After finding the line with "M350,471L412,474L411,503L349,501Z" in the data below, set down exactly each line through the one with "M219,753L253,758L245,809L211,804Z", inclusive, and stop there.
====== Extracted data
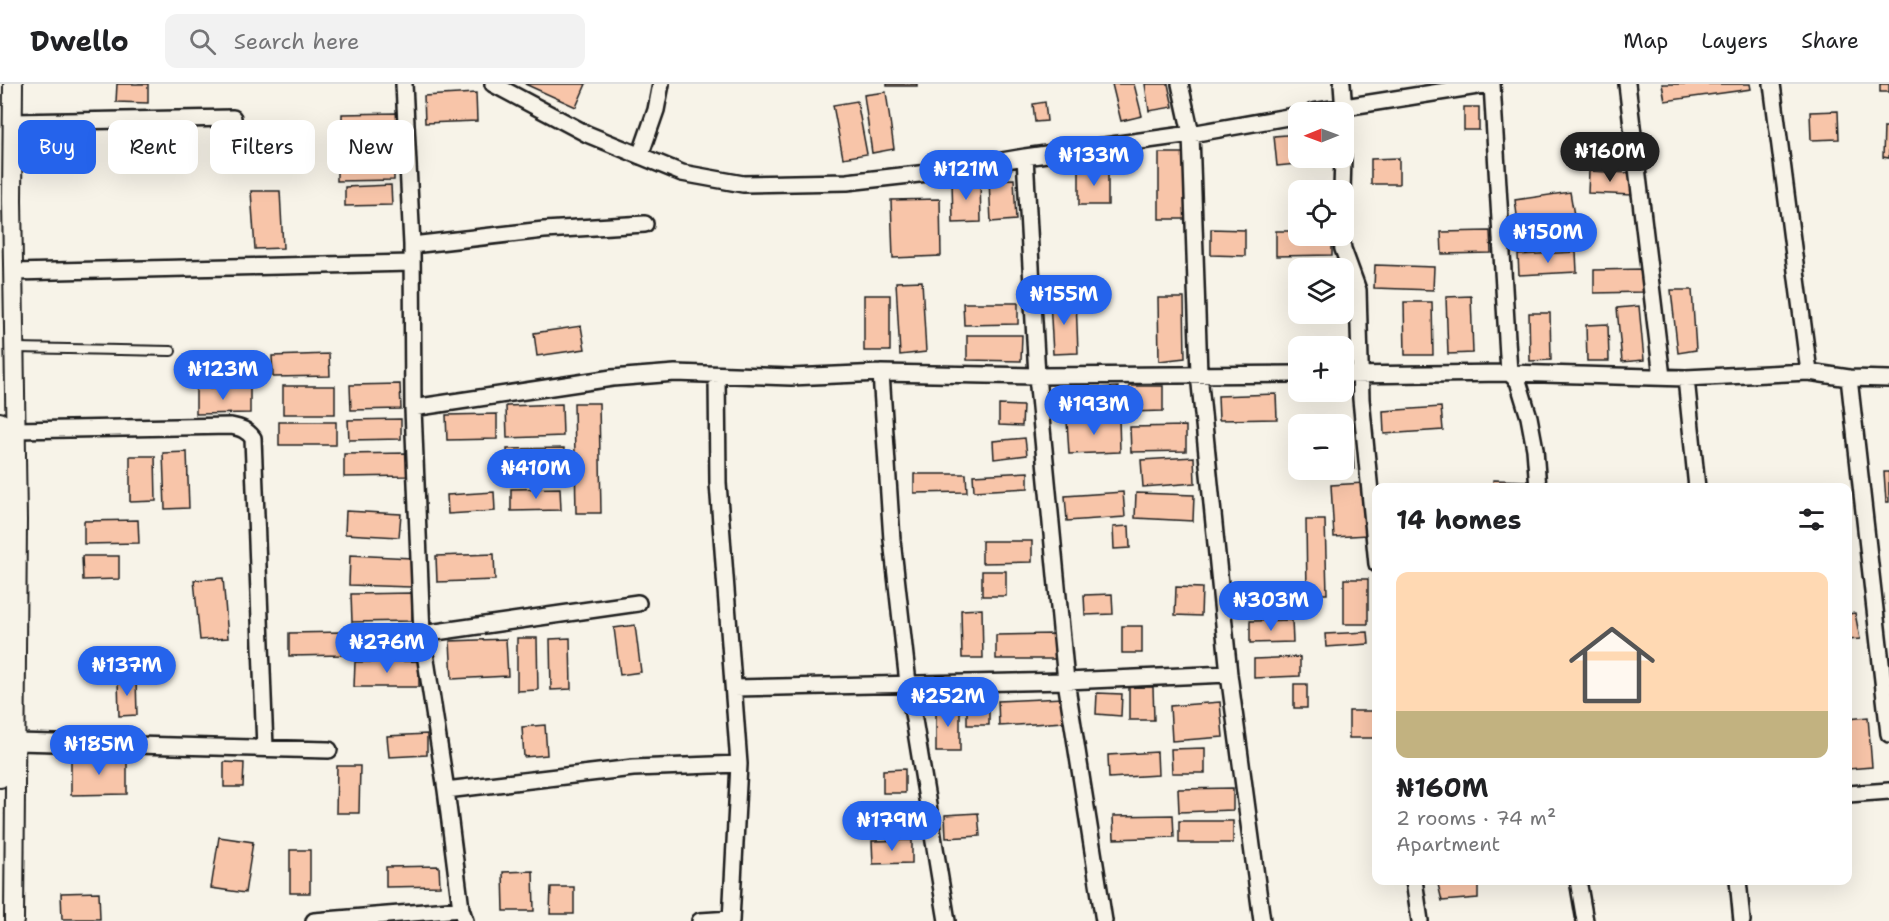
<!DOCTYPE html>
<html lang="en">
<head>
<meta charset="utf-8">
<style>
	:root { --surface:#fff; --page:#f2f2f2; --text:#202124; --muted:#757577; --line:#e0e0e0; --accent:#2563eb }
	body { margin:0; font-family:"Shantell Sans",sans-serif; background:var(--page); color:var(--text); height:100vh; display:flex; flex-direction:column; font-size:22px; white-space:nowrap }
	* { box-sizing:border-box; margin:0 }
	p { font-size:20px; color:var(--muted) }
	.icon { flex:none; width:33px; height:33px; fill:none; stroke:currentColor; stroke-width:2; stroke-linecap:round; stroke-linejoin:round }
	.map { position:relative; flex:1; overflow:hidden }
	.panel { position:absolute; left:1372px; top:399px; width:480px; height:402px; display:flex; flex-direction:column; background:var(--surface); border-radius:12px; box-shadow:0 6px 24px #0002 }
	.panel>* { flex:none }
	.guide { position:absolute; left:18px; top:36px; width:570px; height:54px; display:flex; gap:12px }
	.needle { width:39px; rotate:269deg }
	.fabs { position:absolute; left:1288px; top:18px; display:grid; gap:12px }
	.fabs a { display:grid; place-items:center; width:66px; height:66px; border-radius:12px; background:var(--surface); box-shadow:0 6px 24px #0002; font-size:30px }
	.price { position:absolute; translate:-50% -51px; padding:0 14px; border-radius:21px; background:var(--accent); color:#fff; font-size:20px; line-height:39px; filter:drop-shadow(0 2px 3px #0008) }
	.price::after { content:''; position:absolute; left:50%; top:36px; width:18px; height:14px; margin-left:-9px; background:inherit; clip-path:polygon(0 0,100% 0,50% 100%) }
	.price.selected { background:#222; color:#fff }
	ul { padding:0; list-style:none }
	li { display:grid; align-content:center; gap:12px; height:318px; padding:0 24px }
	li+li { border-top:2px solid var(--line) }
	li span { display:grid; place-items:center; height:186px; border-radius:12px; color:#555 }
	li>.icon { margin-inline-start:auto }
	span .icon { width:108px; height:108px; fill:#fffc; stroke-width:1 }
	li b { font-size:26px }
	h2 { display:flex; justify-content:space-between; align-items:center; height:72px; padding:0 24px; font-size:26px }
	.pill { padding:0 21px; border-radius:12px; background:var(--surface); box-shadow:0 6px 24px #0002; font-size:21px; line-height:54px }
	.pill.selected { background:var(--accent); color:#fff }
	header { display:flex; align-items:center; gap:36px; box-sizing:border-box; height:84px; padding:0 30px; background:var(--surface); border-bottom:2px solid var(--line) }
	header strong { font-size:28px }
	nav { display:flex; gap:33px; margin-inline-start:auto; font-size:21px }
	.search { width:420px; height:54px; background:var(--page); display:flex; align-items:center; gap:15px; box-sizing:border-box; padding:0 21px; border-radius:12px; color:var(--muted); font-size:22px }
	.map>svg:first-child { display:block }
	.building { fill:#f8c5a9; stroke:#1c1c1c; stroke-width:1.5 }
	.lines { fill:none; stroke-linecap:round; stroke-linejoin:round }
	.service-casing { stroke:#1c1c1c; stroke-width:12 }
	.minor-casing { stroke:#1c1c1c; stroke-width:20 }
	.tertiary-casing { stroke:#1c1c1c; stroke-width:22 }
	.service { stroke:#f7f3e8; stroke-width:8 }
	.minor { stroke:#f7f3e8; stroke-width:15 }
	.tertiary { stroke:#f7f3e8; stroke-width:18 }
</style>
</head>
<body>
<header>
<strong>Dwello</strong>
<div class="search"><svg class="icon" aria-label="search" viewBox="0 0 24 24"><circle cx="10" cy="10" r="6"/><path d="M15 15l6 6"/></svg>Search here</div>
<nav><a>Map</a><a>Layers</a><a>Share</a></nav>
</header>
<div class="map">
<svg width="1889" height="837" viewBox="0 0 1889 837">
	<rect width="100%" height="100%" fill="#f7f3e8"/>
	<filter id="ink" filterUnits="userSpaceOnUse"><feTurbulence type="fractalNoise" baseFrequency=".0167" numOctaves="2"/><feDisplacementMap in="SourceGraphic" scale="12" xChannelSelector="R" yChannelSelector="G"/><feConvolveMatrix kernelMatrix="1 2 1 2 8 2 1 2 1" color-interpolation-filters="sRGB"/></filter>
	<g filter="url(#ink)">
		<path class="building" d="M117,0H148V19L116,18Z
			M525,0H586L576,23Z
			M887,0H917V2H887Z
			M1112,0H1134L1142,32L1121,37Z
			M1145,0H1168L1173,23L1149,27Z
			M1662,0H1750L1751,5L1665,17Z
			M1880,0H1889V8H1880Z
			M886,8L894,65L872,69L864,11Z
			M476,9L477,37L425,39L424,12Z
			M857,17L867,70L843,74L833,21Z
			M1045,18L1047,37L1035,38L1033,20Z
			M1464,23H1479V46H1464Z
			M1838,27L1839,55L1811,56L1810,28Z
			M398,29V55H342V30Z
			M1884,43H1889V74L1883,73Z
			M1299,50V74H1337V76L1277,82L1274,52Z
			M1628,59L1631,77L1609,81L1606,63Z
			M394,63V96L337,97V64Z
			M1159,69H1186V135H1159Z
			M1399,74V100H1371V75Z
			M1079,85H1108V121H1079Z
			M1589,87L1633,89L1632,111L1588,109Z
			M980,95L981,138L953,139L952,96Z
			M1014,95L1016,136L991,138L989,96Z
			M391,101L392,121L345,122V103Z
			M251,107H280L283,164L255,165Z
			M1570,108L1574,131L1518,139L1515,116Z
			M1293,111H1299V135L1295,136Z
			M940,115L941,172L893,174L891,116Z
			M1211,145L1245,146V172L1211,171Z
			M1276,147H1299V152H1332V171L1276,172Z
			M1490,147L1491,169L1442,170L1441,148Z
			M1576,168L1577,188L1519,191L1518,171Z
			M1375,181L1434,183L1433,206L1374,204Z
			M1643,185V208L1594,209V186Z
			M922,197L926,268L900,271L896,198Z
			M1671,206H1692L1696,266L1678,269Z
			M864,211H890V267H864Z
			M1471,212L1473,269L1448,270L1446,213Z
			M1076,214L1078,269L1053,270L1050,216Z
			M1158,214H1184L1185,274L1159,277Z
			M1404,218H1432L1433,271H1405Z
			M963,219H1018V240L964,241Z
			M1639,222L1644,276L1622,278L1617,224Z
			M1529,229H1550L1551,276L1530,277Z
			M1608,240L1609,277H1587L1586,241Z
			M581,242L585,265L537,272L534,249Z
			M967,251H1022L1021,277L967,276Z
			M329,270L330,292L273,293L272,272Z
			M400,300L401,325L351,326L350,301Z
			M283,302H335V330H283Z
			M1129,302H1163V327L1129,328Z
			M250,303V329L196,330V304Z
			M1118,303L1119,328L1099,329L1098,304Z
			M1276,310L1277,335L1219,336L1218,312Z
			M574,319H599L601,429H576Z
			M562,320L563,352L507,354L506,322Z
			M999,321L1023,322L1022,342L999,341Z
			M1441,323L1443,346L1384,350L1383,327Z
			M497,330V355L447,356L446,331Z
			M401,335V355L349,356L348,336Z
			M1119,335L1120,368L1069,370L1067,337Z
			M279,338H336V361H279Z
			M1186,342V367L1131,368L1130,343Z
			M1025,354L1027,371L994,375L993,357Z
			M564,364V390L508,391L507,365Z
			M1344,366H1353L1354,385L1295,389L1294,369H1299V386H1344Z
			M187,368L189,424L165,425L163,369Z
			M407,369L408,392L344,393V370Z
			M130,372H155L156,417L130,418Z
			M1194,373L1195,399L1143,403L1141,376Z
			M1028,388V404L974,407L973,391Z
			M1884,388H1889V418H1886Z
			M914,390H966L967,408L914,409Z
			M1493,396L1531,397V404H1492Z
			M1364,399L1367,451L1334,453L1331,401Z
			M560,404L561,426L511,427V405Z
			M494,408L495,427L448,430L447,411Z
			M1123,408L1125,433L1067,437L1065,412Z
			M1136,409L1194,411L1193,437L1135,434Z
			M346,427L401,430L399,453L345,450Z
			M138,436L139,459L84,460V437Z
			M1306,436H1325L1327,510H1307Z
			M1129,442L1130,464L1114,465L1113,443Z
			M982,457H1032V478L982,479Z
			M494,470L495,496L437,498L436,472Z
			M350,471L412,474L411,503L349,501Z
			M82,472H119V495L83,496Z
			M982,487H1006V512H982Z
			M223,494L228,554L200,556L194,496Z
			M1344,495H1368V540H1344Z
			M1176,503L1202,504L1201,532L1175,531Z
			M1291,506L1292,529L1247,530V507Z
			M412,509V537L352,538L351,510Z
			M1112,510L1113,530L1085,531L1084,511Z
			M982,525L983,574H962L961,526Z
			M1855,529L1860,555L1848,556V530Z
			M1292,536L1293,558L1250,559V537Z
			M635,541L641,588L620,591L614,544Z
			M1122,542H1142V569H1122Z
			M344,548V571L289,572V549Z
			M1368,548L1369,560L1326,563L1325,550Z
			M1055,550V575H996V551Z
			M517,554H537L538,606L517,607Z
			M570,554L571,605L551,606L550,555Z
			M506,555L508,592L452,595L450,557Z
			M1300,573V592L1254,594V575Z
			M419,577V603H354L355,578Z
			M118,595H136L137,631L119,632Z
			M1294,600H1307V624H1294Z
			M1129,603H1153L1154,636H1129Z
			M1097,609L1122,610L1121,632L1096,630Z
			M1063,614L1064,638L999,642L998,617Z
			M967,617H989V641H967Z
			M1220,618L1223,653L1172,657L1170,622Z
			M936,620H960V668H936Z
			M1349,627H1377V654H1349Z
			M1868,633L1872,683L1848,685V635Z
			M545,641L547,671L524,673L522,643Z
			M427,650V671L389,673L387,652Z
			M1205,664V689H1172L1171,665Z
			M1157,668L1158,691L1109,694L1108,671Z
			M127,674V710L71,711V675Z
			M224,678L244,679L243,703H224Z
			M337,682H360L359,729H336Z
			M905,685V709H883V686Z
			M1233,704V726L1179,728L1178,705Z
			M978,729L980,752L946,754L945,731Z
			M1173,731L1174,753L1114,755L1113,732Z
			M1179,737H1233V759H1179Z
			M219,753L253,758L245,809L211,804Z
			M912,756V779L873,780L872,757Z
			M290,766H310V809H290Z
			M439,782L440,802L386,803V783Z
			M533,787L534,827H504L503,788Z
			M1437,796H1478V814L1442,817Z
			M551,803H574V830H550Z
			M99,808L100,835H62L61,809Z"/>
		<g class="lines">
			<g class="service-casing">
				<path id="service" d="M16,264L171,267"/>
			</g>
			<g class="minor-casing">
				<path id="minor" d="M404,0L412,161L413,324L422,550L446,706L461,825L465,837
					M493,0L587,50L682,89L743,100L847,98L937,88L1025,73L1191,50L1299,31
					M1180,0L1191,50L1199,290L1229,590L1262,837
					M1342,0L1344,28
					M1492,0L1509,289L1518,297L1529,333L1535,365L1538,404
					M1627,0L1662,293
					M1772,0L1809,288
					M1313,28L1490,0
					M13,38L233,34
					M640,72L656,26L661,0
					M1025,73L1037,292L1066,597L1104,837
					M1342,106L1343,74
					M1341,152L1343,165L1358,206L1361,315L1377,480
					M412,161L544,146L645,140
					M13,188L412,179
					M881,289L892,456L908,599L947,837
					M717,291L718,399L739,680L731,837
					M1344,291L1509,289L1686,294L1809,288L1849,294L1889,295
					M1686,294L1697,404
					M1849,294L1889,650
					M413,324L612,294L675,289L791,293L881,289L1037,292L1299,290
					M16,346L231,342C241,344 247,346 253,354L265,664
					M422,550L638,519
					M734,604L1066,597L1229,590
					M16,658L329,666
					M446,706L633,684L739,680
					M1848,710L1889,707
					M1414,796L1420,837
					M1578,796L1585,837
					M1738,796L1742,837
					M314,837L461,825
					M700,837L731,835"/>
			</g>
			<g class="tertiary-casing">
				<path id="tertiary" d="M13,0L12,116L17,436L14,837
					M0,338L2,436L0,694"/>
			</g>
			<use href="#service" class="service"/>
			<use href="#minor" class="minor"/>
			<use href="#tertiary" class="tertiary"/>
		</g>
	</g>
</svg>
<div class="fabs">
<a><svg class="needle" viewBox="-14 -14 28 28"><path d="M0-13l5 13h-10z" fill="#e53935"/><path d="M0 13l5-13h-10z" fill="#757577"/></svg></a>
<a><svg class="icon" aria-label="locate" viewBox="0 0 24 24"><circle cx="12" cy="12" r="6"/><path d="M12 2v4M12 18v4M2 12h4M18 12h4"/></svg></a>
<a><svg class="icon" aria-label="layers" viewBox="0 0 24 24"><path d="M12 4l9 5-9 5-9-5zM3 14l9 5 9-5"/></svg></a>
<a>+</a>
<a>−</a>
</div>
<b class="price selected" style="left:1610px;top:99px">₦160M</b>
<b class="price" style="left:1094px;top:103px">₦133M</b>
<b class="price" style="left:966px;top:117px">₦121M</b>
<b class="price" style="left:1548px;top:180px">₦150M</b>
<b class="price" style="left:1064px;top:242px">₦155M</b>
<b class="price" style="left:223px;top:317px">₦123M</b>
<b class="price" style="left:1094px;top:352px">₦193M</b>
<b class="price" style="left:536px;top:416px">₦410M</b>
<b class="price" style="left:1271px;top:548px">₦303M</b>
<b class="price" style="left:387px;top:590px">₦276M</b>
<b class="price" style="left:127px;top:613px">₦137M</b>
<b class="price" style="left:948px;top:644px">₦252M</b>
<b class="price" style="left:99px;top:692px">₦185M</b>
<b class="price" style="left:892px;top:768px">₦179M</b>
<div class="guide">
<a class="pill selected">Buy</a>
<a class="pill">Rent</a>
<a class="pill">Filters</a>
<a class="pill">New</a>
</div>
<section class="panel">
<h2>14 homes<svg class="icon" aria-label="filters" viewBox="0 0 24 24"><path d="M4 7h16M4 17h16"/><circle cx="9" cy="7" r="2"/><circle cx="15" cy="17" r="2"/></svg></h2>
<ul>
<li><span style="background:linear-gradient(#ffd9b3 75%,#c2b280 0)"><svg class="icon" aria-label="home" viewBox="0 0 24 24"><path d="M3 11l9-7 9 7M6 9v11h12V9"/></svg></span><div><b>₦160M</b><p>2 rooms · 74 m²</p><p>Apartment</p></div></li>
</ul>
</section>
</div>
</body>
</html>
============
### Answer box
			M350,471L412,474L411,503L349,501Z
			M82,472H119V495L83,496Z
			M982,487H1006V512H982Z
			M223,494L228,554L200,556L194,496Z
			M1344,495H1368V540H1344Z
			M1176,503L1202,504L1201,532L1175,531Z
			M1291,506L1292,529L1247,530V507Z
			M412,509V537L352,538L351,510Z
			M1112,510L1113,530L1085,531L1084,511Z
			M982,525L983,574H962L961,526Z
			M1855,529L1860,555L1848,556V530Z
			M1292,536L1293,558L1250,559V537Z
			M635,541L641,588L620,591L614,544Z
			M1122,542H1142V569H1122Z
			M344,548V571L289,572V549Z
			M1368,548L1369,560L1326,563L1325,550Z
			M1055,550V575H996V551Z
			M517,554H537L538,606L517,607Z
			M570,554L571,605L551,606L550,555Z
			M506,555L508,592L452,595L450,557Z
			M1300,573V592L1254,594V575Z
			M419,577V603H354L355,578Z
			M118,595H136L137,631L119,632Z
			M1294,600H1307V624H1294Z
			M1129,603H1153L1154,636H1129Z
			M1097,609L1122,610L1121,632L1096,630Z
			M1063,614L1064,638L999,642L998,617Z
			M967,617H989V641H967Z
			M1220,618L1223,653L1172,657L1170,622Z
			M936,620H960V668H936Z
			M1349,627H1377V654H1349Z
			M1868,633L1872,683L1848,685V635Z
			M545,641L547,671L524,673L522,643Z
			M427,650V671L389,673L387,652Z
			M1205,664V689H1172L1171,665Z
			M1157,668L1158,691L1109,694L1108,671Z
			M127,674V710L71,711V675Z
			M224,678L244,679L243,703H224Z
			M337,682H360L359,729H336Z
			M905,685V709H883V686Z
			M1233,704V726L1179,728L1178,705Z
			M978,729L980,752L946,754L945,731Z
			M1173,731L1174,753L1114,755L1113,732Z
			M1179,737H1233V759H1179Z
			M219,753L253,758L245,809L211,804Z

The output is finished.